Le ministre assure « qu’à aucun moment », il n’a eu envie de « quitter le navire ».

« La pandémie a été plus difficile pour les gens dans les écoles que pour le ministre. Je ne pense pas que je fais pitié », dit Jean-François Roberge. En pleine crise sanitaire, quand les écoles fermaient sans préavis, servir de paratonnerre était « un peu inévitable », ajoute-t-il.

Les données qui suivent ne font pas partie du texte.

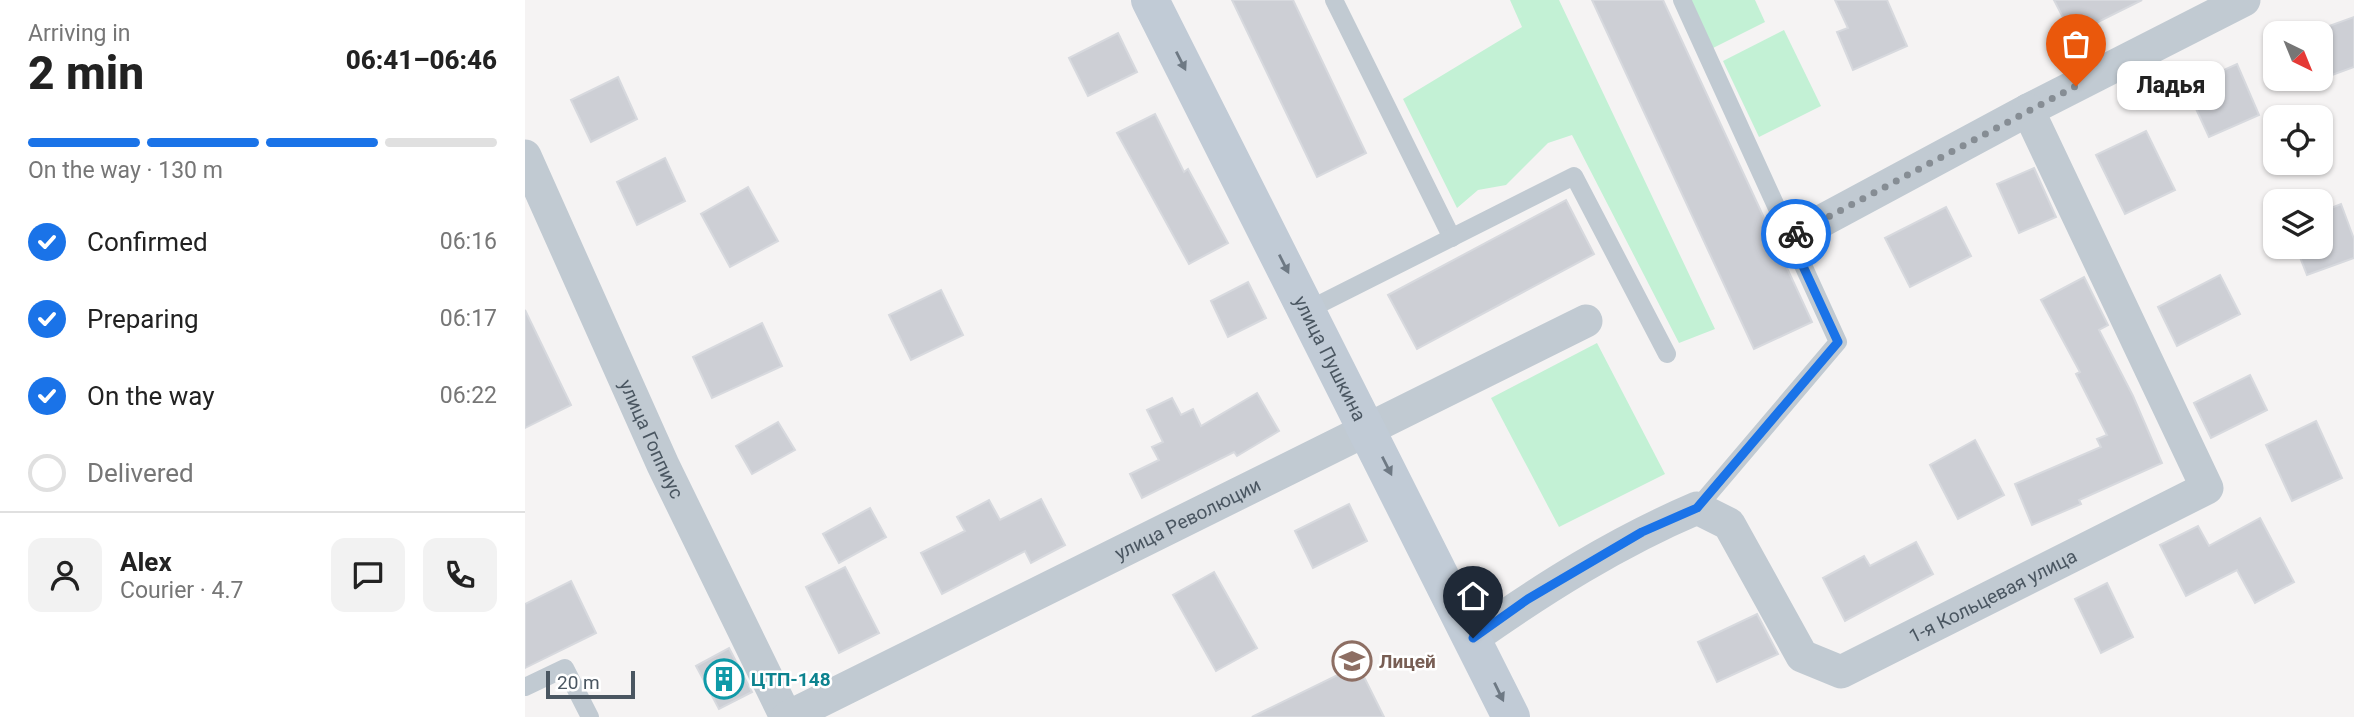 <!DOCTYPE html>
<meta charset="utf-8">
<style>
:root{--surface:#fff;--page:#f2f2f2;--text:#222;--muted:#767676;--line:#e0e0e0;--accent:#1a73e8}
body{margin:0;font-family:Roboto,sans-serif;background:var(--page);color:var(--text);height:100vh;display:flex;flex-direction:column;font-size:26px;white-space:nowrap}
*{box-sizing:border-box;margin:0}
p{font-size:23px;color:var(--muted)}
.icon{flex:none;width:38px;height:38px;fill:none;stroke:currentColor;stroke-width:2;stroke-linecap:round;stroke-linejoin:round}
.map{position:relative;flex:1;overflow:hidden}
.panel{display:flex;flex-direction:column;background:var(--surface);width:525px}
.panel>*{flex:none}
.needle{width:46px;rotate:137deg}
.buttons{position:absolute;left:1738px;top:21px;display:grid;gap:14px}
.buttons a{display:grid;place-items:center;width:70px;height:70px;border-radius:14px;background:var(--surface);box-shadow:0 2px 5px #0004;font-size:35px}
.scale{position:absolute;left:21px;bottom:18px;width:89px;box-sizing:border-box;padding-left:7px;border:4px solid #4a5661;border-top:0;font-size:19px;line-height:24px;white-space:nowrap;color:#4a5661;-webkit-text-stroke:5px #fff;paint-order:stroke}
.pin{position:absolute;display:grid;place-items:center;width:60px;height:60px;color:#fff;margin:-72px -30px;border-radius:50% 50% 50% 0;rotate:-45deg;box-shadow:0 0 7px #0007}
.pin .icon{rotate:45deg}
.courier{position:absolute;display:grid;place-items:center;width:70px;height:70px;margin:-35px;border:5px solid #1a73e8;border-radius:50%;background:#fff;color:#222;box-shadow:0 2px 9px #0007}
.bubble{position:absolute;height:49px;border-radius:14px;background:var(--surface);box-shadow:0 2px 5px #0004;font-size:23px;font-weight:800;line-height:49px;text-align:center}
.overview em{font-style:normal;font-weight:800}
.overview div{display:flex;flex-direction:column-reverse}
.overview{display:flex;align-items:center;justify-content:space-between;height:119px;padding:0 28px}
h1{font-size:46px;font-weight:800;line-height:52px}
.bar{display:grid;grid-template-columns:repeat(4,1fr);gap:10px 7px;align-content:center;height:84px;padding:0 28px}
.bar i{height:9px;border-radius:5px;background:var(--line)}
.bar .on{background:var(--accent)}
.bar p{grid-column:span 4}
.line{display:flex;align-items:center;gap:18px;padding:0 28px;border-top:2px solid var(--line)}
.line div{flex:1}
.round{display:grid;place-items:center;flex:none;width:74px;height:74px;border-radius:14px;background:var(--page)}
ol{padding:0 28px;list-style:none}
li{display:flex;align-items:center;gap:21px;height:77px}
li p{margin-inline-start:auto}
li .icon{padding:7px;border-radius:50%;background:var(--accent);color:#fff;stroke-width:4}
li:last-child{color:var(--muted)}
li i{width:38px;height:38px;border:4px solid var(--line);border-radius:50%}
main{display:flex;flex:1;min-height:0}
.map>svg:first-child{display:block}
</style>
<main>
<section class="panel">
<div class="overview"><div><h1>2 min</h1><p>Arriving in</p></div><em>06:41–06:46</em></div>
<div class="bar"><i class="on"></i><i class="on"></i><i class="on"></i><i></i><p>On the way · 130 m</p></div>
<ol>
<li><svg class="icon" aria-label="check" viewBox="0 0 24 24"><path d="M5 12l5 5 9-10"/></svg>Confirmed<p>06:16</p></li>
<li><svg class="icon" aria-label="check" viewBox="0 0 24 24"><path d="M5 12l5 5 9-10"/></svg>Preparing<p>06:17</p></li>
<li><svg class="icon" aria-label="check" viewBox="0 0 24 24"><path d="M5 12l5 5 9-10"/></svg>On the way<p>06:22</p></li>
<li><i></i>Delivered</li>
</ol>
<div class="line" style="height:126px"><a class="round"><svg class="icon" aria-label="person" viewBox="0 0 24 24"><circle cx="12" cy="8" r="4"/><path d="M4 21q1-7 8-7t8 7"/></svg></a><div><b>Alex</b><p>Courier · 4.7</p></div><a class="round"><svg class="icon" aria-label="chat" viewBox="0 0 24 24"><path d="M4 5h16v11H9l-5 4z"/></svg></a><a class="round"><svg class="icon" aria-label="phone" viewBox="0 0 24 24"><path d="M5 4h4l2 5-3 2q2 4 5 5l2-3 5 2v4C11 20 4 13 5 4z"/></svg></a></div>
</section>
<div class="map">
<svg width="1829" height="717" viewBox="0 0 1829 717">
<rect width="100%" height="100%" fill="#f5f3f3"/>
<g fill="#c3f1d5">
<path d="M985 0H1034L1190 329 1154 343 1047 135 1023 143 981 185 953 190 932 208 878 99 997 27Z"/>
<path d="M1166 0H1230L1240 22 1188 48Z"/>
<path d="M1259 30 1296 106 1234 137 1198 61Z"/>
<path d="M1072 343 1140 474 1034 527 966 398Z"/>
</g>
<g fill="#cdcfd5" stroke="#d7d9de" stroke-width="2">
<path d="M707 0H768L841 153 792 177Z"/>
<path d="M1067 0H1138L1247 235 1248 246 1256 255 1287 322 1229 349Z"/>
<path d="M1310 0H1362L1382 46 1328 70 1312 32 1323 28Z"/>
<path d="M1529 0H1617L1547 35Z"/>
<path d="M1829 17V67L1796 79V29Z"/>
<path d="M593 33 612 72 563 96 544 58Z"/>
<path d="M1712 64 1734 115 1684 137 1661 87Z"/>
<path d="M93 77 112 119 66 142 46 100Z"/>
<path d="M630 114 659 172 663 169 703 243 664 264 592 133Z"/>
<path d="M1621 131 1650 190 1600 214 1571 155Z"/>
<path d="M140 158 160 201 112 225 92 182Z"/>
<path d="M1509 168 1531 217 1494 233 1472 184Z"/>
<path d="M223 187 253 241 205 267 176 214Z"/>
<path d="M1041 200 1069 254 892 349 863 295Z"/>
<path d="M1816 204 1829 239V258L1782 275 1771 247H1796V212Z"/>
<path d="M1421 207 1446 256 1385 287 1360 238Z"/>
<path d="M1695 275 1715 314 1652 346 1633 307Z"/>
<path d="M1559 277 1583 325 1574 330 1608 396 1637 463 1554 500 1556 504 1507 525 1490 484 1576 447 1572 439 1582 435 1551 374 1555 372 1516 300Z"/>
<path d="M723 282 741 318 703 337 686 301Z"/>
<path d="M416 290 438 335 386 360 364 315Z"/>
<path d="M0 310 46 405 0 428Z"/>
<path d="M237 323 257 366 187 398 168 357Z"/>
<path d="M1725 375 1742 410 1686 438 1669 403Z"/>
<path d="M732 393 754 431 712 456 709 452 617 498 605 474 634 460 627 447 638 442 622 410 647 398 656 415 668 409 676 426Z"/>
<path d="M1791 421 1817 478 1767 501 1741 445Z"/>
<path d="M253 422 270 450 227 474 211 446Z"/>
<path d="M1450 440 1479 495 1433 519 1405 465Z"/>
<path d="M516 499 540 545 506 563 500 551 417 594 396 553 440 531 432 517 464 500 475 520Z"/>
<path d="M824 504 842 541 788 568 770 531Z"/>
<path d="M345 508 361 537 314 563 298 534Z"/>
<path d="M1735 518 1769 582 1730 603 1712 570 1661 596 1635 545 1673 526 1684 546Z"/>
<path d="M1391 542 1408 574 1320 621 1298 578 1339 556 1345 566Z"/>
<path d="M320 567 354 633 314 653 281 587Z"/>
<path d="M689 572 732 648 691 671 648 595Z"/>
<path d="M46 581 71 633 0 668V604Z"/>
<path d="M1582 583 1608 637 1576 653 1550 599Z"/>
<path d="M1232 614 1253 654 1192 682 1173 642Z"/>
<path d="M204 648 227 692 194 709 171 666Z"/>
<path d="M833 665 859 717H727Z"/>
</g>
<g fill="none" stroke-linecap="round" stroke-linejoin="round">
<g stroke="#c1cad2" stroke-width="18">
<path d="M809 0 927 238"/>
<path d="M1157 0 1313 342 1172 508"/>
<path d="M783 310 1049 176 1142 354"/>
<path d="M0 687 40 668 65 717"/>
</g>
<g stroke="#c1cad2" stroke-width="33">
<path id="s1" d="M0 156 138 465 261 717"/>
<path d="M1265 238 1503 110 1719 0"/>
<path id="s2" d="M948 638C1019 588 1092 542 1172 508L1204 524 1277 656 1316 672 1682 488 1503 110"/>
<path id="s3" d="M263 717 1061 321"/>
</g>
<path stroke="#c1cbd6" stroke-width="38" id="s4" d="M625 0 986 717"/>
</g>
<defs><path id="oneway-solid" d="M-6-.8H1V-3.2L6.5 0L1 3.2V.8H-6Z" transform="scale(1.75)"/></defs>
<g fill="#6e7984">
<use href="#oneway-solid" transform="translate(656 61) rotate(63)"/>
<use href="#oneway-solid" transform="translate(759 264) rotate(63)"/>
<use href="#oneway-solid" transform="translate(862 466) rotate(63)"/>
<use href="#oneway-solid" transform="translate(974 692) rotate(64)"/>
</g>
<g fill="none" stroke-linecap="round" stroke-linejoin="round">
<path stroke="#868d94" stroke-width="7" stroke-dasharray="0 12.6" d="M1271 234 1551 86"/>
<path stroke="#1a73e8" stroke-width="9" d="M948 638 1003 599 1117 532 1172 508 1313 342 1265 238 1271 234"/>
</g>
<defs>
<g id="school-ring" transform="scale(2.0125)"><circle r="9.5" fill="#fff" stroke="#8d6e63" stroke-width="1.5"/><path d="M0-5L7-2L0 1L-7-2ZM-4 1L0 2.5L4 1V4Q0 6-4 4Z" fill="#8d6e63"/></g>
<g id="building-ring" transform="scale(2.0125)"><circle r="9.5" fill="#fff" stroke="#0f9aa8" stroke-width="1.5"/><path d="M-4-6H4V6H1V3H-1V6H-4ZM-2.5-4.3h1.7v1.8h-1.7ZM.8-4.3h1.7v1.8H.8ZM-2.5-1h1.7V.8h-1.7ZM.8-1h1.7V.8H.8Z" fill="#0f9aa8"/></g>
</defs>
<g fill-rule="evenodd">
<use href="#school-ring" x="827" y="661"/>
<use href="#building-ring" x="199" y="679"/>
</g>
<g text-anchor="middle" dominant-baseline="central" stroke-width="5" stroke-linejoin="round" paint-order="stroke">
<g font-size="19" fill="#4a5661" stroke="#fff">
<text stroke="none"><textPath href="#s4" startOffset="401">улица Пушкина</textPath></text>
<text stroke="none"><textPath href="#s1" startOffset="310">улица Гоппиус</textPath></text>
<text stroke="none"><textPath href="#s3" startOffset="446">улица Революции</textPath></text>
<text stroke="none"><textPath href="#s2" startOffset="658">1-я Кольцевая улица</textPath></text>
</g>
<g font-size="19" font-weight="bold" fill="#785e54" stroke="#fff" text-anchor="start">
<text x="854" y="661">Лицей</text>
</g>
<g font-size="19" font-weight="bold" fill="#0d838f" stroke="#fff" text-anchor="start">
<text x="226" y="679">ЦТП-148</text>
</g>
</g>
</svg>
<div class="buttons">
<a><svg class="needle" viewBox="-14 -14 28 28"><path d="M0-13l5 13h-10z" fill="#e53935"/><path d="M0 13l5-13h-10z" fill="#767676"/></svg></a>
<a><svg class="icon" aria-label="locate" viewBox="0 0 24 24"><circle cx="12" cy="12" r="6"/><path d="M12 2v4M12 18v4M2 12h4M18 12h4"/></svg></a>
<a><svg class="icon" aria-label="layers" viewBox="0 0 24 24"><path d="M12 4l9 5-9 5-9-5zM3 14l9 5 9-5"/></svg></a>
</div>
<div class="scale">20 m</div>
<div class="pin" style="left:1551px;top:86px;background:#ea580c"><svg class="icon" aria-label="bag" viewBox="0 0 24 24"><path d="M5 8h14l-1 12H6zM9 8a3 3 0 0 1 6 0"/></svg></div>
<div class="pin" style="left:948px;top:638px;background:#1f2937"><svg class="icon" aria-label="home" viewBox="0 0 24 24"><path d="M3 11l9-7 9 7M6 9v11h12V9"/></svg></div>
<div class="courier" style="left:1271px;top:234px"><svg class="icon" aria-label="bike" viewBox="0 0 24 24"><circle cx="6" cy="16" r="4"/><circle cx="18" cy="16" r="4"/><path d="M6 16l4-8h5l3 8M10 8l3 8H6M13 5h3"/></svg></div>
<div class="bubble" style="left:1592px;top:61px;width:108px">Ладья</div>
</div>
</main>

Reprenant à son compte les mots des professeurs qui déplorent depuis plusieurs années « l’alourdissement » de leur tâche, l’ancien enseignant admet finalement qu’entendre des gens réclamer à répétition sa démission, « ça alourdit la tâche, un peu ».

C’était, dit le ministre, circonstanciel en raison de la pandémie, mais aussi le fait des oppositions politiques à Québec qui l’ont « instrumentalisée » en faisant « peur aux gens ».

Le ministre fier de son bilan

Pourquoi est-il resté en poste, contrairement à plusieurs de ses prédécesseurs qui sont parfois passés en coup de vent à l’Éducation ? Le premier ministre François Legault savait où son ministre allait, croit Jean-François Roberge.

« On avait un plan, une vision que je portais en éducation. Ça n’a pas toujours paru parce que la pandémie a pris beaucoup de place, mais la vérité, c’est qu’on a livré des transformations durables, des choses qui vont survivre et améliorer le quotidien dans les écoles dans les deux prochaines années. »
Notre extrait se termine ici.